Go line by line through the entries below and copy those containing the string "Centre".

────────────────

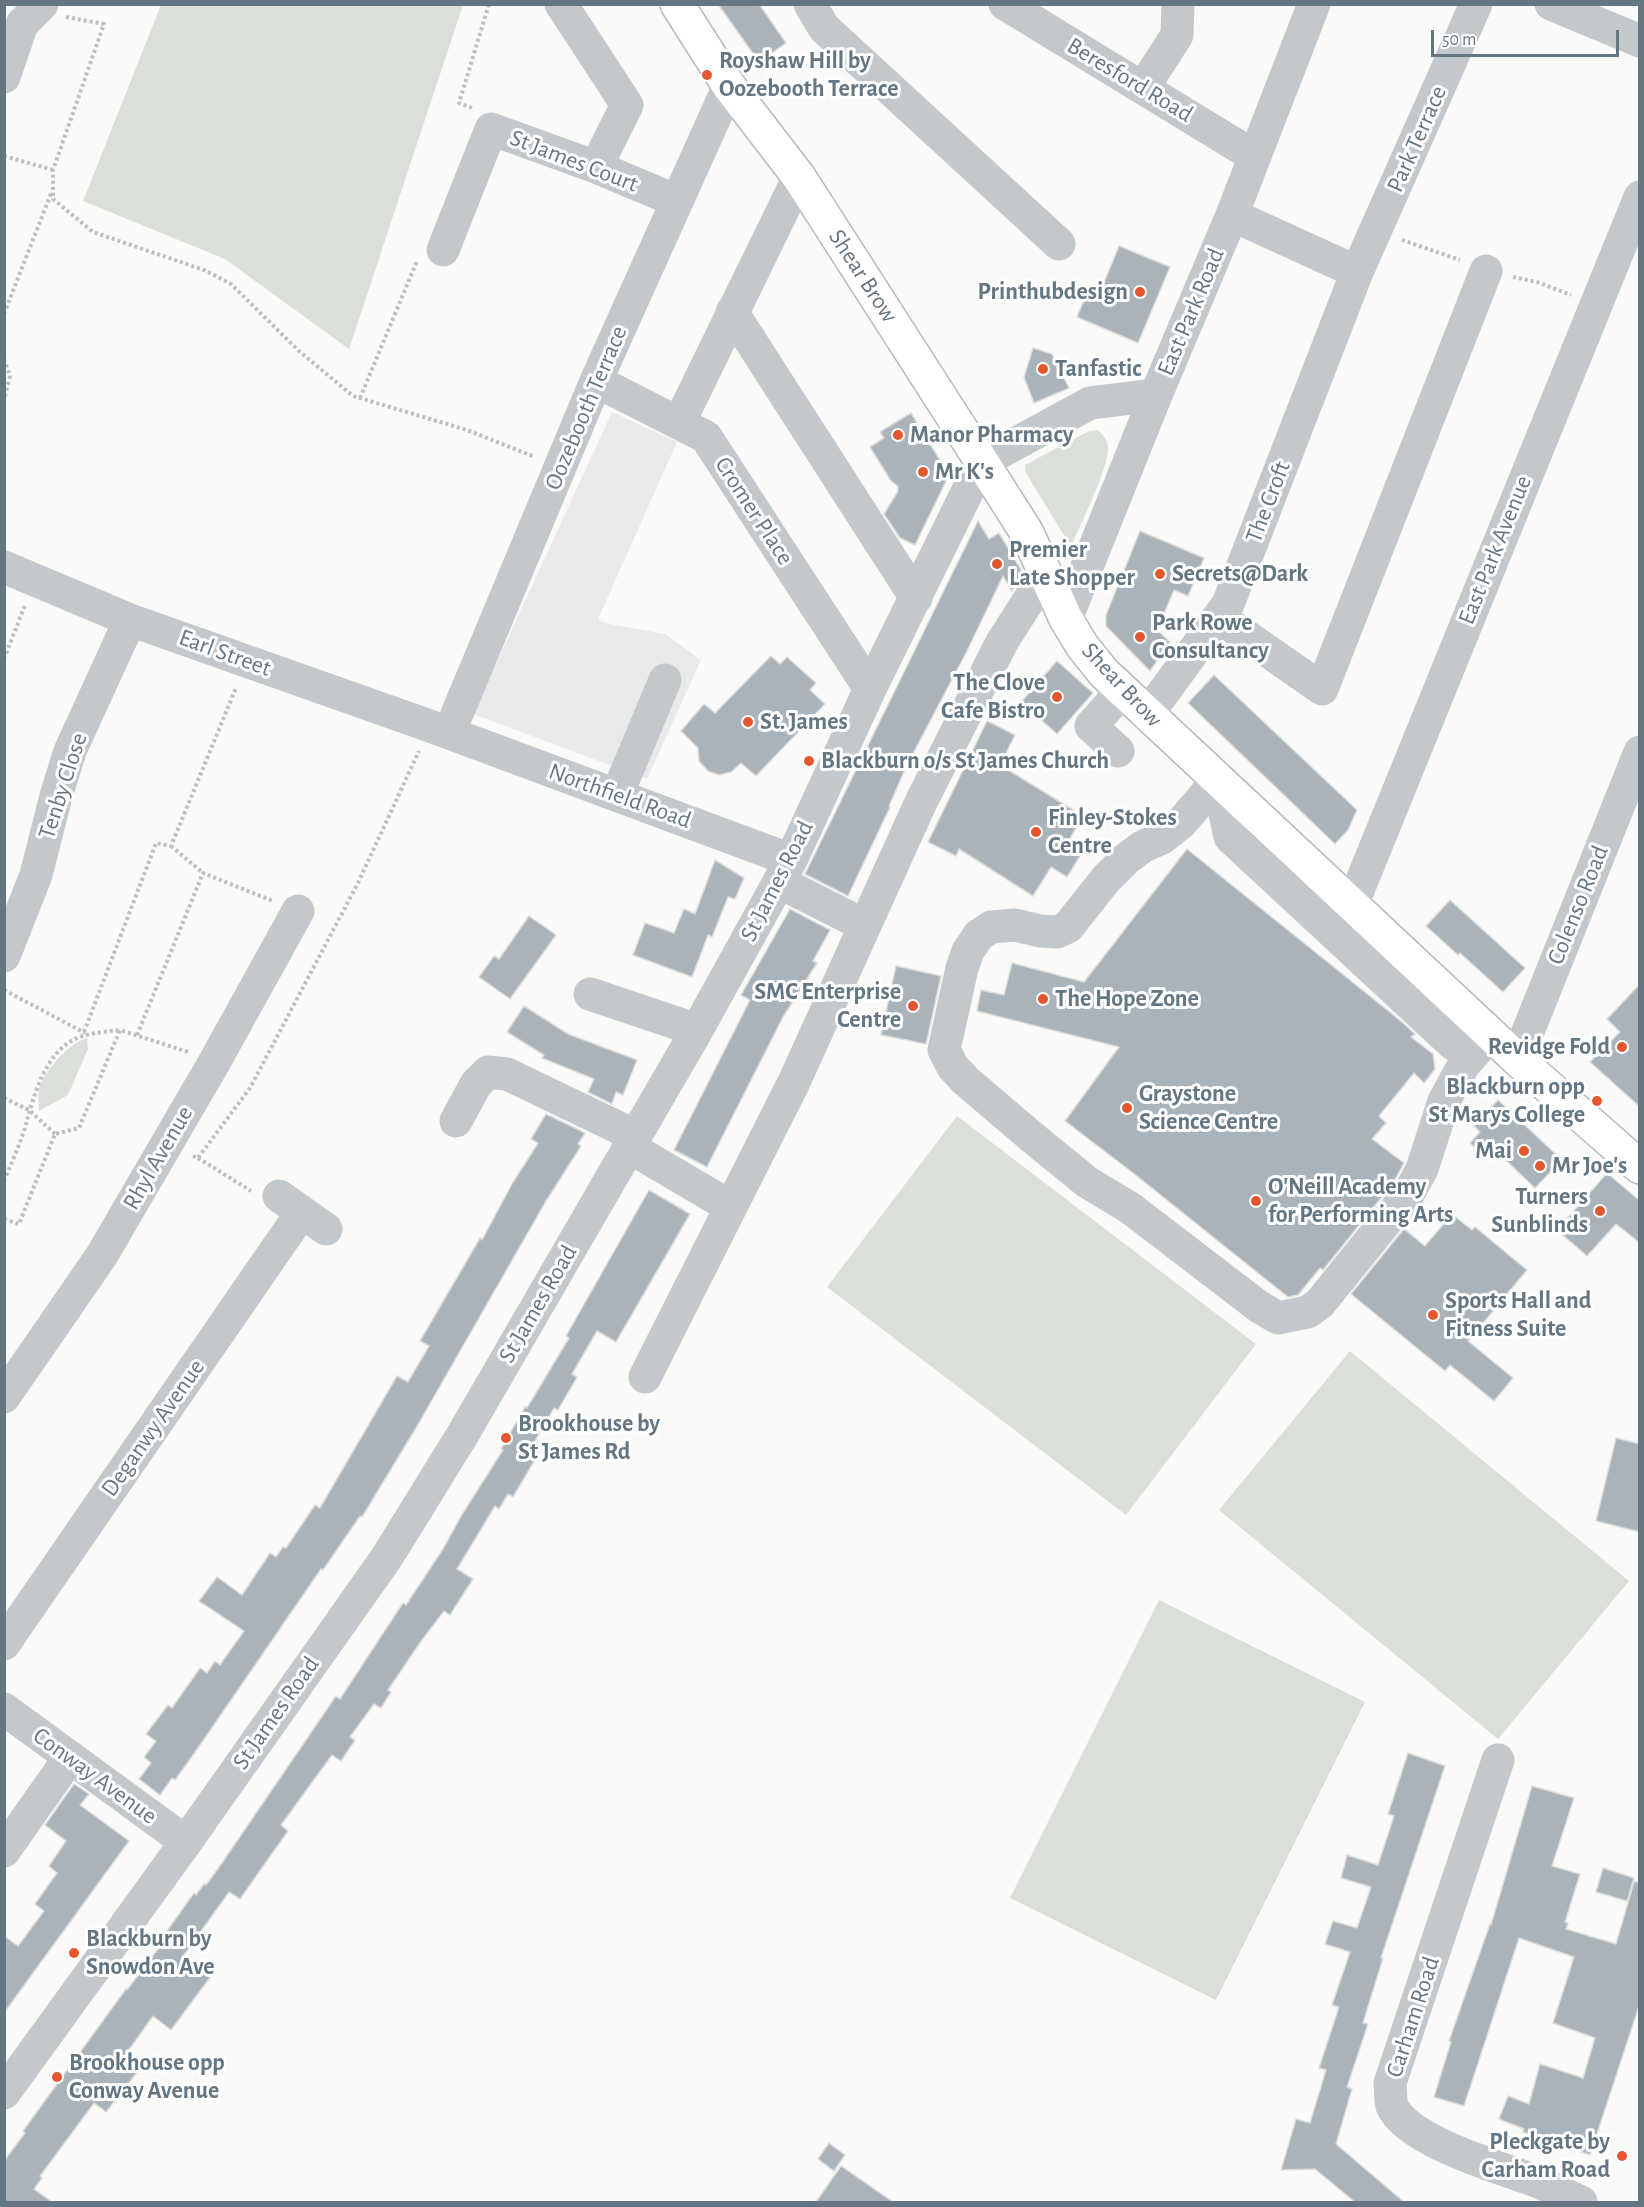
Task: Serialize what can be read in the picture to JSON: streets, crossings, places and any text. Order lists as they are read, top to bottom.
{
  "streets": {
    "main road": ["Shear Brow"],
    "street": [
      "Beresford Road",
      "Park Terrace",
      "St James Court",
      "East Park Road",
      "Oozebooth Terrace",
      "The Croft",
      "Cromer Place",
      "East Park Avenue",
      "Earl Street",
      "Tenby Close",
      "Northfield Road",
      "St James Road",
      "Colenso Road",
      "Rhyl Avenue",
      "Deganwy Avenue",
      "Conway Avenue",
      "Carham Road"
    ]
  },
  "crossings": [
    ["Beresford Road", "East Park Road"],
    ["Park Terrace", "The Croft"],
    ["St James Court", "Oozebooth Terrace"],
    ["Shear Brow", "East Park Road"],
    ["Shear Brow", "Oozebooth Terrace"],
    ["Shear Brow", "The Croft"],
    ["Shear Brow", "East Park Avenue"],
    ["Shear Brow", "St James Road"],
    ["Shear Brow", "Colenso Road"],
    ["Oozebooth Terrace", "Cromer Place"],
    ["Oozebooth Terrace", "Earl Street"],
    ["Oozebooth Terrace", "Northfield Road"],
    ["Cromer Place", "St James Road"],
    ["Earl Street", "Tenby Close"],
    ["Earl Street", "Northfield Road"],
    ["Northfield Road", "St James Road"],
    ["St James Road", "Conway Avenue"]
  ],
  "places": [
    "Royshaw Hill by Oozebooth Terrace",
    "Printhubdesign",
    "Tanfastic",
    "Manor Pharmacy",
    "Mr K's",
    "Premier Late Shopper",
    "Secrets@Dark",
    "Park Rowe Consultancy",
    "The Clove Cafe Bistro",
    "St. James",
    "Blackburn o/s St James Church",
    "Finley-Stokes Centre",
    "The Hope Zone",
    "SMC Enterprise Centre",
    "Revidge Fold",
    "Blackburn opp St Marys College",
    "Graystone Science Centre",
    "Mai",
    "Mr Joe's",
    "O'Neill Academy for Performing Arts",
    "Turners Sunblinds",
    "Sports Hall and Fitness Suite",
    "Brookhouse by St James Rd",
    "Blackburn by Snowdon Ave",
    "Brookhouse opp Conway Avenue",
    "Pleckgate by Carham Road"
  ],
  "scale_bar": "50 m"
}
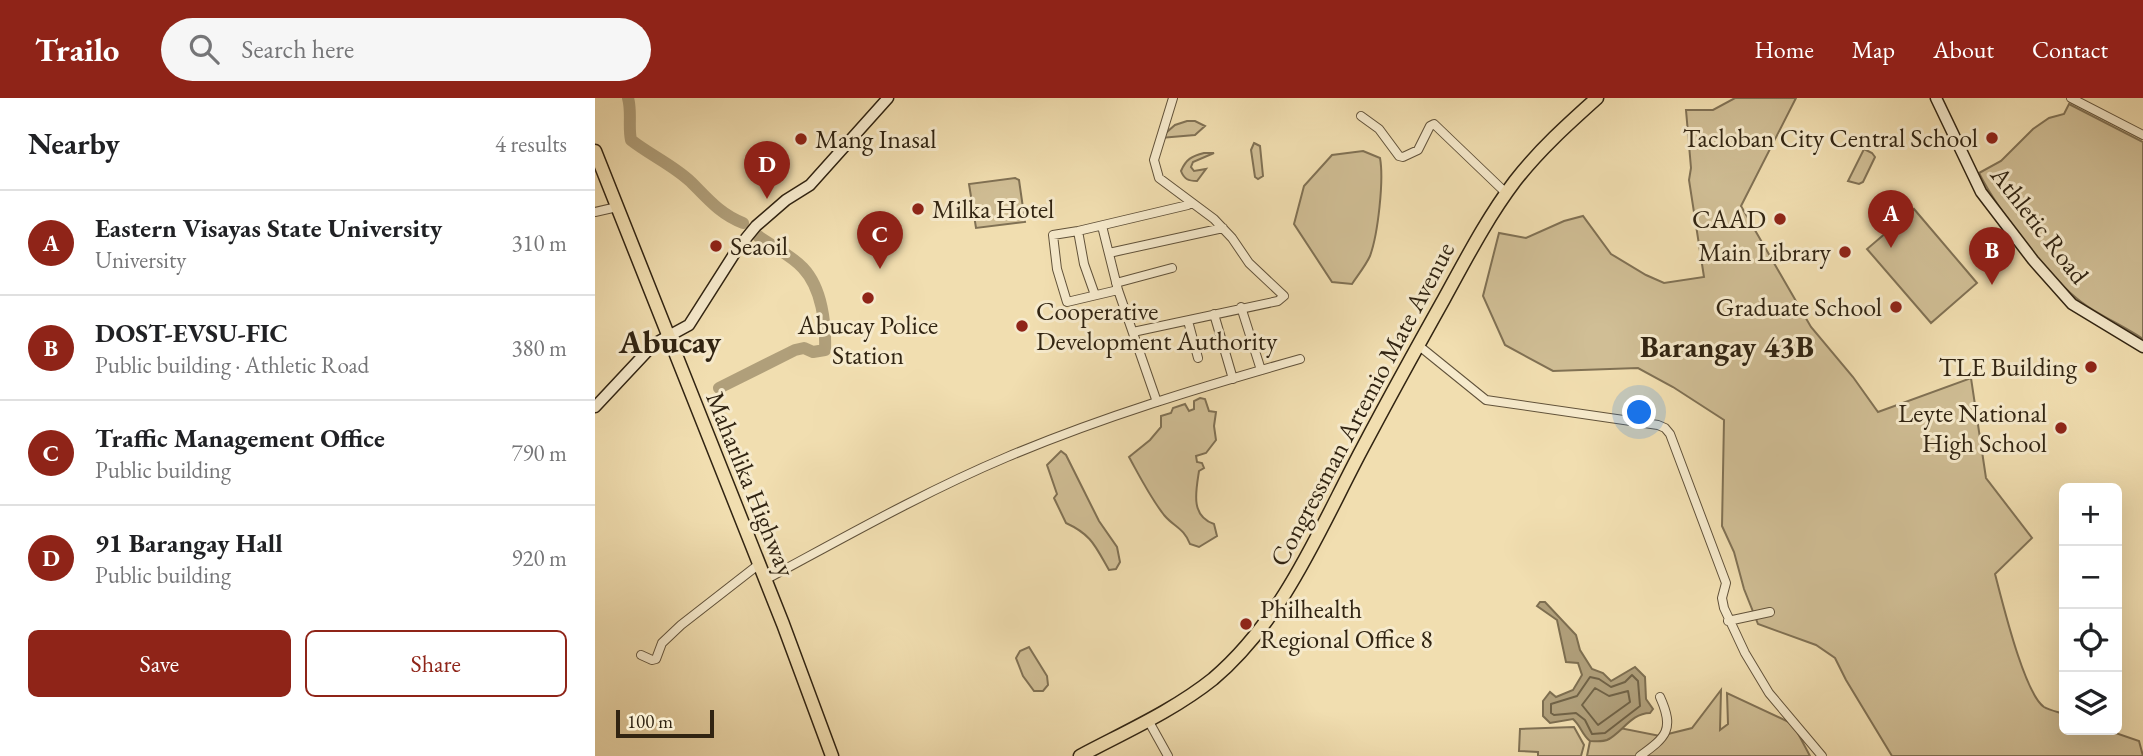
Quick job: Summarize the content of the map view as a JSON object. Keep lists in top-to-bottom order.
{
  "streets": {
    "main road": ["Congressman Artemio Mate Avenue", "Maharlika Highway"],
    "street": ["Athletic Road"]
  },
  "districts": ["Abucay", "Barangay 43B"],
  "places": [
    "Tacloban City Central School",
    "Mang Inasal",
    "Milka Hotel",
    "CAAD",
    "Seaoil",
    "Main Library",
    "Abucay Police Station",
    "Graduate School",
    "Cooperative Development Authority",
    "TLE Building",
    "Leyte National High School",
    "Philhealth Regional Office 8"
  ],
  "scale_bar": "100 m",
  "page": {
    "header": "Trailo",
    "search": "Search here",
    "nav": [
      "Home",
      "Map",
      "About",
      "Contact"
    ],
    "heading": ["Nearby", "4 results"],
    "pins": [
      "D",
      "A",
      "C",
      "B"
    ],
    "list": [
      {
        "mark": "A",
        "name": "Eastern Visayas State University",
        "note": "University",
        "value": "310 m"
      },
      {
        "mark": "B",
        "name": "DOST-EVSU-FIC",
        "note": "Public building · Athletic Road",
        "value": "380 m"
      },
      {
        "mark": "C",
        "name": "Traffic Management Office",
        "note": "Public building",
        "value": "790 m"
      },
      {
        "mark": "D",
        "name": "91 Barangay Hall",
        "note": "Public building",
        "value": "920 m"
      }
    ],
    "map_buttons": ["+", "−"],
    "buttons": ["Save", "Share"],
    "scale": "100 m"
  }
}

────────────────

• _Written answer_:
    "Finley-Stokes Centre",
    "SMC Enterprise Centre",
    "Graystone Science Centre",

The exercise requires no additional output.